- _TASK REQUIREMENTS_: Below you will find a set of lines. Repeat them all exactly.

- _THE RECORDS_:

--------

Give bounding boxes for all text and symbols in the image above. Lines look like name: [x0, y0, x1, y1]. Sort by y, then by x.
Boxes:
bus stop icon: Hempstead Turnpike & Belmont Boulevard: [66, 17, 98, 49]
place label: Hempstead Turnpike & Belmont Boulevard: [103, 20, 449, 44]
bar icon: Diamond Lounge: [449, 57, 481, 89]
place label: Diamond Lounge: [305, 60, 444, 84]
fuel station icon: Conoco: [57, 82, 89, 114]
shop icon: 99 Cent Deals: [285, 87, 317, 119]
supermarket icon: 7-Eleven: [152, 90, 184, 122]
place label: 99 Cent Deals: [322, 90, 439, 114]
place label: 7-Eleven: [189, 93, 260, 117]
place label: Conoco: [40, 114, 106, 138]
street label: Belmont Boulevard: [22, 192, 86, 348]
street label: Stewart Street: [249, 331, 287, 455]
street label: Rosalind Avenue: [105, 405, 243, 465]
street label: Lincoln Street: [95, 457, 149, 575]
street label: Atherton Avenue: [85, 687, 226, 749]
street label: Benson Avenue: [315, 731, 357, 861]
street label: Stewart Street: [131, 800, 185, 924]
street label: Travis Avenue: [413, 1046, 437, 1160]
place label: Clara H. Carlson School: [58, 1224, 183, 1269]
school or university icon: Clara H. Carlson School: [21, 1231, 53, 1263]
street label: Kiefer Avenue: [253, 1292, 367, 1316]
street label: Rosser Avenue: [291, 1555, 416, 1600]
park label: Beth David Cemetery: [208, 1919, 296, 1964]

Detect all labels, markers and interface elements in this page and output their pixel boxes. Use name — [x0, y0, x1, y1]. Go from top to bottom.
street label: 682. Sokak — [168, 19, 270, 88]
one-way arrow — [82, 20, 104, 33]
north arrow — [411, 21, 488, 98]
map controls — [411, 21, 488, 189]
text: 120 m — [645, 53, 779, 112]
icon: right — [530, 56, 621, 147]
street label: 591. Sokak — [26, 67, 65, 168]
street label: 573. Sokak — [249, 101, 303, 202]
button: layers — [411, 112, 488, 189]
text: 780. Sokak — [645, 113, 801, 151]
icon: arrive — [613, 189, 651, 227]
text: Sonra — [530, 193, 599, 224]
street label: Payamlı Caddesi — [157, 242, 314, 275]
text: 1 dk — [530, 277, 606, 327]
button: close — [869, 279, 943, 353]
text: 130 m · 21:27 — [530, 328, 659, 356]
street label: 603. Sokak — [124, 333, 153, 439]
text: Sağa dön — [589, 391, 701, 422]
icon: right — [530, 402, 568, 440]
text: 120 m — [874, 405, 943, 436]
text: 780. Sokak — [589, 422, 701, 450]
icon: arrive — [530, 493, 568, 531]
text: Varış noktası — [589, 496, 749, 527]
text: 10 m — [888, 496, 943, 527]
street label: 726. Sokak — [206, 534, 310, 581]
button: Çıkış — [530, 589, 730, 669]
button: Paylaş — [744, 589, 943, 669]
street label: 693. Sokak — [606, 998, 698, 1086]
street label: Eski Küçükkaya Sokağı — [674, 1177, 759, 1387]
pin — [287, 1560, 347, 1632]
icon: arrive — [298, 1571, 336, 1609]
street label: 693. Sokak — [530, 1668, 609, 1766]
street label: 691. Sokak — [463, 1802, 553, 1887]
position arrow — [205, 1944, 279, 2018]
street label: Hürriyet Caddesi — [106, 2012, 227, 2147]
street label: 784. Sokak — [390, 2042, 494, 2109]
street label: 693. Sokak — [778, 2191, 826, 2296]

--------

- _PROBLEM SOLUTION_:
Give bounding boxes for all text and symbols in the image above. Lines look like name: [x0, y0, x1, y1]. Sort by y, then by x.
Boxes:
bus stop icon: Hempstead Turnpike & Belmont Boulevard: [66, 17, 98, 49]
place label: Hempstead Turnpike & Belmont Boulevard: [103, 20, 449, 44]
bar icon: Diamond Lounge: [449, 57, 481, 89]
place label: Diamond Lounge: [305, 60, 444, 84]
fuel station icon: Conoco: [57, 82, 89, 114]
shop icon: 99 Cent Deals: [285, 87, 317, 119]
supermarket icon: 7-Eleven: [152, 90, 184, 122]
place label: 99 Cent Deals: [322, 90, 439, 114]
place label: 7-Eleven: [189, 93, 260, 117]
place label: Conoco: [40, 114, 106, 138]
street label: Belmont Boulevard: [22, 192, 86, 348]
street label: Stewart Street: [249, 331, 287, 455]
street label: Rosalind Avenue: [105, 405, 243, 465]
street label: Lincoln Street: [95, 457, 149, 575]
street label: Atherton Avenue: [85, 687, 226, 749]
street label: Benson Avenue: [315, 731, 357, 861]
street label: Stewart Street: [131, 800, 185, 924]
street label: Travis Avenue: [413, 1046, 437, 1160]
place label: Clara H. Carlson School: [58, 1224, 183, 1269]
school or university icon: Clara H. Carlson School: [21, 1231, 53, 1263]
street label: Kiefer Avenue: [253, 1292, 367, 1316]
street label: Rosser Avenue: [291, 1555, 416, 1600]
park label: Beth David Cemetery: [208, 1919, 296, 1964]

Detect all labels, markers and interface elements in this page and output their pixel boxes. Use name — [x0, y0, x1, y1]. Go from top to bottom.
street label: 682. Sokak — [168, 19, 270, 88]
one-way arrow — [82, 20, 104, 33]
north arrow — [411, 21, 488, 98]
map controls — [411, 21, 488, 189]
text: 120 m — [645, 53, 779, 112]
icon: right — [530, 56, 621, 147]
street label: 591. Sokak — [26, 67, 65, 168]
street label: 573. Sokak — [249, 101, 303, 202]
button: layers — [411, 112, 488, 189]
text: 780. Sokak — [645, 113, 801, 151]
icon: arrive — [613, 189, 651, 227]
text: Sonra — [530, 193, 599, 224]
street label: Payamlı Caddesi — [157, 242, 314, 275]
text: 1 dk — [530, 277, 606, 327]
button: close — [869, 279, 943, 353]
text: 130 m · 21:27 — [530, 328, 659, 356]
street label: 603. Sokak — [124, 333, 153, 439]
text: Sağa dön — [589, 391, 701, 422]
icon: right — [530, 402, 568, 440]
text: 120 m — [874, 405, 943, 436]
text: 780. Sokak — [589, 422, 701, 450]
icon: arrive — [530, 493, 568, 531]
text: Varış noktası — [589, 496, 749, 527]
text: 10 m — [888, 496, 943, 527]
street label: 726. Sokak — [206, 534, 310, 581]
button: Çıkış — [530, 589, 730, 669]
button: Paylaş — [744, 589, 943, 669]
street label: 693. Sokak — [606, 998, 698, 1086]
street label: Eski Küçükkaya Sokağı — [674, 1177, 759, 1387]
pin — [287, 1560, 347, 1632]
icon: arrive — [298, 1571, 336, 1609]
street label: 693. Sokak — [530, 1668, 609, 1766]
street label: 691. Sokak — [463, 1802, 553, 1887]
position arrow — [205, 1944, 279, 2018]
street label: Hürriyet Caddesi — [106, 2012, 227, 2147]
street label: 784. Sokak — [390, 2042, 494, 2109]
street label: 693. Sokak — [778, 2191, 826, 2296]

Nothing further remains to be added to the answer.